_INSTRUCTIONS TO FOLLOW_: Using the records below, locate all lines containing "rule" and return them.

_DATA IN THIS EXERCISE_:
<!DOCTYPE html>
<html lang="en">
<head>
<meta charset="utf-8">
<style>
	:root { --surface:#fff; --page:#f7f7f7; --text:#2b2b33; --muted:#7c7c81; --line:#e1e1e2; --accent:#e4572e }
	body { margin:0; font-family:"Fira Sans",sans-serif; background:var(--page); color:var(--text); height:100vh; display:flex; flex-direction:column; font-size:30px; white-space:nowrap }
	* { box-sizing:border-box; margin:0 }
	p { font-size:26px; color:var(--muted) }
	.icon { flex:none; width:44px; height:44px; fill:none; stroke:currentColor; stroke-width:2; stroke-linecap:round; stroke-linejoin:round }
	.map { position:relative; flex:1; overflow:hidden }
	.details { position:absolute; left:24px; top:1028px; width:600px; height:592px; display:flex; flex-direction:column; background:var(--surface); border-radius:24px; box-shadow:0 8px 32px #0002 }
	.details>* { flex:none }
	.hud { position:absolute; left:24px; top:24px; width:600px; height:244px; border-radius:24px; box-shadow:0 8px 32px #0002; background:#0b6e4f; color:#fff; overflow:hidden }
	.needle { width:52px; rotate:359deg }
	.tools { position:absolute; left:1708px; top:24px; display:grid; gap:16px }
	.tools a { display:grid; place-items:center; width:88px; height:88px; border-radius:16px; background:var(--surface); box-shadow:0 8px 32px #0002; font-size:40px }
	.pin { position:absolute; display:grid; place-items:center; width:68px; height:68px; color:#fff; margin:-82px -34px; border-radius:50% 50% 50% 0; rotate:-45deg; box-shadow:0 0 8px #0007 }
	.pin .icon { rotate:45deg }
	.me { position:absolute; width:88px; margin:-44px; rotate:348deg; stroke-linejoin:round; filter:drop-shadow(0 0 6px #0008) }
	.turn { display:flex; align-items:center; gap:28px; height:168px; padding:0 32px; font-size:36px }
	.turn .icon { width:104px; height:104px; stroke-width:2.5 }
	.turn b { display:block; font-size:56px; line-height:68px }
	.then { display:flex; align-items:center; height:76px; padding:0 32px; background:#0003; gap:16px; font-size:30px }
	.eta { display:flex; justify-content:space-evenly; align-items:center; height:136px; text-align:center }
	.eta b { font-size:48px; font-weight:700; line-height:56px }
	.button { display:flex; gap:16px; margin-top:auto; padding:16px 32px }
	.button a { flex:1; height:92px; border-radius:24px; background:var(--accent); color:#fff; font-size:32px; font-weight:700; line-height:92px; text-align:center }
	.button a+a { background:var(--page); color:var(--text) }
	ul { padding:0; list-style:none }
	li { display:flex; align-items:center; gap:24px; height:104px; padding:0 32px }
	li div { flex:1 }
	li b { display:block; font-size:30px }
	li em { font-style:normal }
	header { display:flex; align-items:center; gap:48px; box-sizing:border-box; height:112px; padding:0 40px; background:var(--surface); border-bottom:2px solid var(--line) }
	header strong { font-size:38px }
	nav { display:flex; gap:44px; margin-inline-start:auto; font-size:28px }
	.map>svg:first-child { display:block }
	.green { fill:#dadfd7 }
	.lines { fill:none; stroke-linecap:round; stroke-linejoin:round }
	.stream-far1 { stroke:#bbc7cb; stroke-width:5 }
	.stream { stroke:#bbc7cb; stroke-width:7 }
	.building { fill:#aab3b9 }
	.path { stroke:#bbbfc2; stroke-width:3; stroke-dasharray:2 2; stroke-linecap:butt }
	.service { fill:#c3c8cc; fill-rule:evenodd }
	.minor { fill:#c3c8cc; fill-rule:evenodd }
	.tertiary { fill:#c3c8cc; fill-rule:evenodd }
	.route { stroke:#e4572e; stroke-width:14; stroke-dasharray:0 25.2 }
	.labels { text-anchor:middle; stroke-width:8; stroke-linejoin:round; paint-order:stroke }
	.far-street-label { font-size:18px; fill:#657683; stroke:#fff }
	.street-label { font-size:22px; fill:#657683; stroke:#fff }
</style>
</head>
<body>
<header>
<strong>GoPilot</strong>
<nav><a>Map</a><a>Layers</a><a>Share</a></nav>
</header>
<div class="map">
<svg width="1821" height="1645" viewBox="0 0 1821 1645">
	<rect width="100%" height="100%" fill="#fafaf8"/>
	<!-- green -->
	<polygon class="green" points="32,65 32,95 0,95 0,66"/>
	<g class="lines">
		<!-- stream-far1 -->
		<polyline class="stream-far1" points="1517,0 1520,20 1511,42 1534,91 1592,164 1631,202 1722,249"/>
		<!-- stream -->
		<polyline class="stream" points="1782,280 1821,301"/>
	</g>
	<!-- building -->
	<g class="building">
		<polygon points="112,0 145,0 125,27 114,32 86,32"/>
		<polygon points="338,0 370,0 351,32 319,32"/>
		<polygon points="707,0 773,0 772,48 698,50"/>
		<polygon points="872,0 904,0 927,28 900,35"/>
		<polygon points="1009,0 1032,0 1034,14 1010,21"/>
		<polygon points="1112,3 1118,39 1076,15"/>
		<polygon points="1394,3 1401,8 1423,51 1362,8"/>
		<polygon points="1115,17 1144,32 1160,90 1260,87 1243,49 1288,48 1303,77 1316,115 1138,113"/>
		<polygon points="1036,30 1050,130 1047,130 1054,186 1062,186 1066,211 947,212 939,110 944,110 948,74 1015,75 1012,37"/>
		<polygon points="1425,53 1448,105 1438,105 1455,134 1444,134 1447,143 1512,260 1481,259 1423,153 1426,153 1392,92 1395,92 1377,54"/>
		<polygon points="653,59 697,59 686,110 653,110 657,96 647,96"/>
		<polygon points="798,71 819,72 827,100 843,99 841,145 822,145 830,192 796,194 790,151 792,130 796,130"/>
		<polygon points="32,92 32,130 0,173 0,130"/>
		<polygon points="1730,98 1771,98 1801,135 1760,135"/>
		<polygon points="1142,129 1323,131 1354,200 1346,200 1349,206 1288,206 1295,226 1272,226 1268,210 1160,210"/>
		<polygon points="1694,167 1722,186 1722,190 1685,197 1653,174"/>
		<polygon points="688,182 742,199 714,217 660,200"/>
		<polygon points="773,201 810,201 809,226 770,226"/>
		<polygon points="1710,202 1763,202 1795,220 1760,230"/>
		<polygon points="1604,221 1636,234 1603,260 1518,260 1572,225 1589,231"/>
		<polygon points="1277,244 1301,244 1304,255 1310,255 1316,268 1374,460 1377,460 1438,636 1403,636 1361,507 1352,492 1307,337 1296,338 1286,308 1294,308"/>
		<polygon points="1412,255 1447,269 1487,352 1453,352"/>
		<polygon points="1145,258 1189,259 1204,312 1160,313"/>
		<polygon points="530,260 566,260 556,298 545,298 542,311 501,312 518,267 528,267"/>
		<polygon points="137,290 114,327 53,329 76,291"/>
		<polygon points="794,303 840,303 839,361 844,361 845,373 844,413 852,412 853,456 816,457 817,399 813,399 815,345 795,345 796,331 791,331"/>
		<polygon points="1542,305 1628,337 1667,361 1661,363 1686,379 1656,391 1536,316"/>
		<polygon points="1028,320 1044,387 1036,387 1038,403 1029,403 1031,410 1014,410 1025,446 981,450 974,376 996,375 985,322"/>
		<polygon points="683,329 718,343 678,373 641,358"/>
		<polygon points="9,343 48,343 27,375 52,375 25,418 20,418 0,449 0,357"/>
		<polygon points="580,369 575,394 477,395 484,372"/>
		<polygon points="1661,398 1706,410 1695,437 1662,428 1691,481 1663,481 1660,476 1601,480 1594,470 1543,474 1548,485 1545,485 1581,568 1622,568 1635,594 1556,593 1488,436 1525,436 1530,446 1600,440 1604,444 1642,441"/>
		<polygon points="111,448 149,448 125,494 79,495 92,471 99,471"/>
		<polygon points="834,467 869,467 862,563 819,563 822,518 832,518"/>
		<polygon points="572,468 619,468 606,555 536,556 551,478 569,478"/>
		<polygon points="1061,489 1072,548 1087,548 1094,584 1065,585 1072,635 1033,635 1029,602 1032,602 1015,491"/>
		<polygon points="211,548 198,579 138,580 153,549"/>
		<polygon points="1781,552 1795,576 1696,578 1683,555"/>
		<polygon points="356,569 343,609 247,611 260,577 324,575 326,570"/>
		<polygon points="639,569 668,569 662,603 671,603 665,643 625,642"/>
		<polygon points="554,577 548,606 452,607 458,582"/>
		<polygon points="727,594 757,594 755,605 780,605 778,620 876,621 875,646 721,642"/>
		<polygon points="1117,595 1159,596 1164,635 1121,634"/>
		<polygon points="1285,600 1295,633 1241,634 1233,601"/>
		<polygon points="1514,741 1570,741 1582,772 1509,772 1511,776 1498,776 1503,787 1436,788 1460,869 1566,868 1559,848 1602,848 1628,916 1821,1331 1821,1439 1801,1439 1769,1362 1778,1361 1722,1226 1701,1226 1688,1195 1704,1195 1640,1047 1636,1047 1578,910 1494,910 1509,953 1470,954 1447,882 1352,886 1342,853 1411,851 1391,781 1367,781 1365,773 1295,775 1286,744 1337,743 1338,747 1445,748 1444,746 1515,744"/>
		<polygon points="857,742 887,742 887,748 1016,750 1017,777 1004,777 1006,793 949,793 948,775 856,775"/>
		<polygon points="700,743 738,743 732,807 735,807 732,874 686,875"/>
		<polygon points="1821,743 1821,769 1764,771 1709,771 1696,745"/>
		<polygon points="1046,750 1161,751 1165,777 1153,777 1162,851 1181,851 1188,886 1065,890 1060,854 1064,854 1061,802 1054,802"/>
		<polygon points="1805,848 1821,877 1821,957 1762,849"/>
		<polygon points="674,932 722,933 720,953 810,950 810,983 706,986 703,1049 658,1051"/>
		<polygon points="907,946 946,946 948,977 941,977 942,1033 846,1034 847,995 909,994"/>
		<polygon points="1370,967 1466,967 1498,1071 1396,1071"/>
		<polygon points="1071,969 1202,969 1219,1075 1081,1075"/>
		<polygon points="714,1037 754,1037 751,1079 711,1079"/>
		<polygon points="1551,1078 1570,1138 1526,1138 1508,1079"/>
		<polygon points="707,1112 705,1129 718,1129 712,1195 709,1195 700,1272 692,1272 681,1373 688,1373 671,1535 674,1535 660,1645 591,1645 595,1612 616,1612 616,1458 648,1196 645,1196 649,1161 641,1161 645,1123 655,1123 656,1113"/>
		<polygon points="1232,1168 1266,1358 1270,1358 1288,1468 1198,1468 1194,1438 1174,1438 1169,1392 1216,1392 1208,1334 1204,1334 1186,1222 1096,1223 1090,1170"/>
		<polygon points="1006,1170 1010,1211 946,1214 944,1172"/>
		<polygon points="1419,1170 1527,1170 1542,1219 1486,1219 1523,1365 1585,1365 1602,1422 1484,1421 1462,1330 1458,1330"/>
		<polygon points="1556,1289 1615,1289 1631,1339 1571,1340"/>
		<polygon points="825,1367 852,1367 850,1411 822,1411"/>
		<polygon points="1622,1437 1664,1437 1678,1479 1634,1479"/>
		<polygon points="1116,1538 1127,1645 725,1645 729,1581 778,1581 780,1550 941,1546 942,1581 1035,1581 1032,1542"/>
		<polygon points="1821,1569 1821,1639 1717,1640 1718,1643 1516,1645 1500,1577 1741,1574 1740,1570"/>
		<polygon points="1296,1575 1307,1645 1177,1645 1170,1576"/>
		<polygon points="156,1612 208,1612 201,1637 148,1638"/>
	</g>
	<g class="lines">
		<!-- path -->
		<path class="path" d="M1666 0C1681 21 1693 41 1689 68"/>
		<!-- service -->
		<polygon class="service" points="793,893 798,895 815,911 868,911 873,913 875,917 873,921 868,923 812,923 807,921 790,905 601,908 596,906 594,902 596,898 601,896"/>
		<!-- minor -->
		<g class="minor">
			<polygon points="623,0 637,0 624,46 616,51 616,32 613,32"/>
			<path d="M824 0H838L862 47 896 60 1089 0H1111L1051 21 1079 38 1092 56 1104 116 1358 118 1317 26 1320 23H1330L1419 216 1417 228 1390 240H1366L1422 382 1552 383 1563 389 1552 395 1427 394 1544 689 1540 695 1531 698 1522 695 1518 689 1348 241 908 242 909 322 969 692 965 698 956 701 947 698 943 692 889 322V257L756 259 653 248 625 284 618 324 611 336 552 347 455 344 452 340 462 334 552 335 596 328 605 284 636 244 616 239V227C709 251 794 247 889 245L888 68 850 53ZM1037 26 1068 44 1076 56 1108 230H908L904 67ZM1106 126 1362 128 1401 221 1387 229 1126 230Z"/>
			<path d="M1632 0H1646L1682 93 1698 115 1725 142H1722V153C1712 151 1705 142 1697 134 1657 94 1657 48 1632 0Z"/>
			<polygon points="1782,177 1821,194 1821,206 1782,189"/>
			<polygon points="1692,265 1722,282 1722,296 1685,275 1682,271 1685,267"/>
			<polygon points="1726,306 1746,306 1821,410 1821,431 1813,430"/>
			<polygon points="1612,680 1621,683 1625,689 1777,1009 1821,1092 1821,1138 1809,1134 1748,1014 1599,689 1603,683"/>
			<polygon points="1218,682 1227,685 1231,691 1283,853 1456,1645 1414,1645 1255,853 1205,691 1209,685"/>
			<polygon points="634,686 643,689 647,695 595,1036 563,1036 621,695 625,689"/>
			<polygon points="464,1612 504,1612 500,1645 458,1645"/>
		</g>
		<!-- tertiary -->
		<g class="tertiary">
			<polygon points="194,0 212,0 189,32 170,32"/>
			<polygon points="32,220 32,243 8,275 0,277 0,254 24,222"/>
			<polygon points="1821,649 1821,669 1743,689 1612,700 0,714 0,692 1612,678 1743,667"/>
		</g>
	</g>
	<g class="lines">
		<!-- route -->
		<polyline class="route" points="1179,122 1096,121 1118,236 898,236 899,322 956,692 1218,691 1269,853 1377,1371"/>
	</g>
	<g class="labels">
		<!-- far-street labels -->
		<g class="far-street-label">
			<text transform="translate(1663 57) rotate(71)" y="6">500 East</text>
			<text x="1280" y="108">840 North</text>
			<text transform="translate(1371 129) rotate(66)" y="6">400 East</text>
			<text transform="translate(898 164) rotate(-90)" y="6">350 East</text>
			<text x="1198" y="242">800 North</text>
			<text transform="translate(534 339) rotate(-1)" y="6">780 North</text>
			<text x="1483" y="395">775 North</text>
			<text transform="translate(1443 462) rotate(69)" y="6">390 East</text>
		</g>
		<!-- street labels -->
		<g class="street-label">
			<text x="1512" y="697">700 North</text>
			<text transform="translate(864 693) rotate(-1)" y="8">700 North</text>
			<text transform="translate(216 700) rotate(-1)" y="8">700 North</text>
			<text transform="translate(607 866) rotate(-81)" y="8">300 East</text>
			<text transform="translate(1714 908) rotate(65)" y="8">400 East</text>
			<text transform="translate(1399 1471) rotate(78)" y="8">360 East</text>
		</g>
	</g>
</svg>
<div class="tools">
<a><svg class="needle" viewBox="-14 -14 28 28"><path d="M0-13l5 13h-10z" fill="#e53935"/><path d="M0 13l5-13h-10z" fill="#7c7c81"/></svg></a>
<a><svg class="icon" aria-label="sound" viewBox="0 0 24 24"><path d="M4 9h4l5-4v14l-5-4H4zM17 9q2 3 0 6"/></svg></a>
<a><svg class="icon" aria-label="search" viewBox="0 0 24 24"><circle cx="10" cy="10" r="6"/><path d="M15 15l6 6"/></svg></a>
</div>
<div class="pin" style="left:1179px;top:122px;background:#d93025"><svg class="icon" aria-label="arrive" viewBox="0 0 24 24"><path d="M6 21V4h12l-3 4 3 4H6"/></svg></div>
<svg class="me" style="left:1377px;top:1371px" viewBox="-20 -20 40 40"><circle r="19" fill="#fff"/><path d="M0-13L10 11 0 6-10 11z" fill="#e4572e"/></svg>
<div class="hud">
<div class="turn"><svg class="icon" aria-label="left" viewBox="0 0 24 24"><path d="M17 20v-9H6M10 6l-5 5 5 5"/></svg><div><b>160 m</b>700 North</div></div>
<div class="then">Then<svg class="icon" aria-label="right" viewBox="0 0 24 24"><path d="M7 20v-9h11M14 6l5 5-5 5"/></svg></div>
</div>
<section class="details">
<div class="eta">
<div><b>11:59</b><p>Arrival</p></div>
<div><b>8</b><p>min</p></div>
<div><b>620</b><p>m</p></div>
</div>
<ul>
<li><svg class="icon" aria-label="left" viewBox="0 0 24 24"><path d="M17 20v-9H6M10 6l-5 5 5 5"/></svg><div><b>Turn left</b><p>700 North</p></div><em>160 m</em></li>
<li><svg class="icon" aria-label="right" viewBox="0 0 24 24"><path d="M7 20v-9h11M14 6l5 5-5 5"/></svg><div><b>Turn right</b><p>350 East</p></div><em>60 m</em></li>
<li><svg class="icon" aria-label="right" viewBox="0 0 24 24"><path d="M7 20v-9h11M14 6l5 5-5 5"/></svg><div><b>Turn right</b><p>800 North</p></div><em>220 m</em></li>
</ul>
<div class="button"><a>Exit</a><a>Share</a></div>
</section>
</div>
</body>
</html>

_REPLY_:
	.service { fill:#c3c8cc; fill-rule:evenodd }
	.minor { fill:#c3c8cc; fill-rule:evenodd }
	.tertiary { fill:#c3c8cc; fill-rule:evenodd }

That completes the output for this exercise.